RECORDS TO PROCESS:
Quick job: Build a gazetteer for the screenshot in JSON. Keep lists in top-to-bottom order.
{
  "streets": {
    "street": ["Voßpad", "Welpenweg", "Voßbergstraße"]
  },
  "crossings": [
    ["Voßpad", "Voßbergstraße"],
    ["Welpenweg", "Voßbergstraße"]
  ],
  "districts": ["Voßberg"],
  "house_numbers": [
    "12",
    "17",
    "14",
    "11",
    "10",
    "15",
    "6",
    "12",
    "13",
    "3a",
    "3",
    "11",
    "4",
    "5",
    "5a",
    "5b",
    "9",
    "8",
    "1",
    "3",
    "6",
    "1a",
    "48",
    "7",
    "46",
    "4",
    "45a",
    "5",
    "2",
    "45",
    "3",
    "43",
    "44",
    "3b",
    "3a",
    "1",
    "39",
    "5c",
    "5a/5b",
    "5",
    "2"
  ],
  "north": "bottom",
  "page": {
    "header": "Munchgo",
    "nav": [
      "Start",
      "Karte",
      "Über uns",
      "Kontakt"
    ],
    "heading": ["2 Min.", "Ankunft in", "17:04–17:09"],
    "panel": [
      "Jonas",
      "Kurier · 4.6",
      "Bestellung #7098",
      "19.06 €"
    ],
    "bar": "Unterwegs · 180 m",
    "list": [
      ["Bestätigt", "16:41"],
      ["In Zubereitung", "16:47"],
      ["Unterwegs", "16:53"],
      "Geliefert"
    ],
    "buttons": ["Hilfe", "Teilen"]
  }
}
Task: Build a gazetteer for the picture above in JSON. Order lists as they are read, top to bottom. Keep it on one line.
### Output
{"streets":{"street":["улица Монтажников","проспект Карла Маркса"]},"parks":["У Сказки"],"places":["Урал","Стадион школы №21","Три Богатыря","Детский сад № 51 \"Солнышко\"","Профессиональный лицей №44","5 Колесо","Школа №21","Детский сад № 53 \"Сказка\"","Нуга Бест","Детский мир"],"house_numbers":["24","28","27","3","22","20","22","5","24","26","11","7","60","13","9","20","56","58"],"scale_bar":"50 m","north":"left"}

THE PROBLEM:
Find the lines above that contain "bottom" and give their count, with nothing added.

REPLY TO THE TASK:
3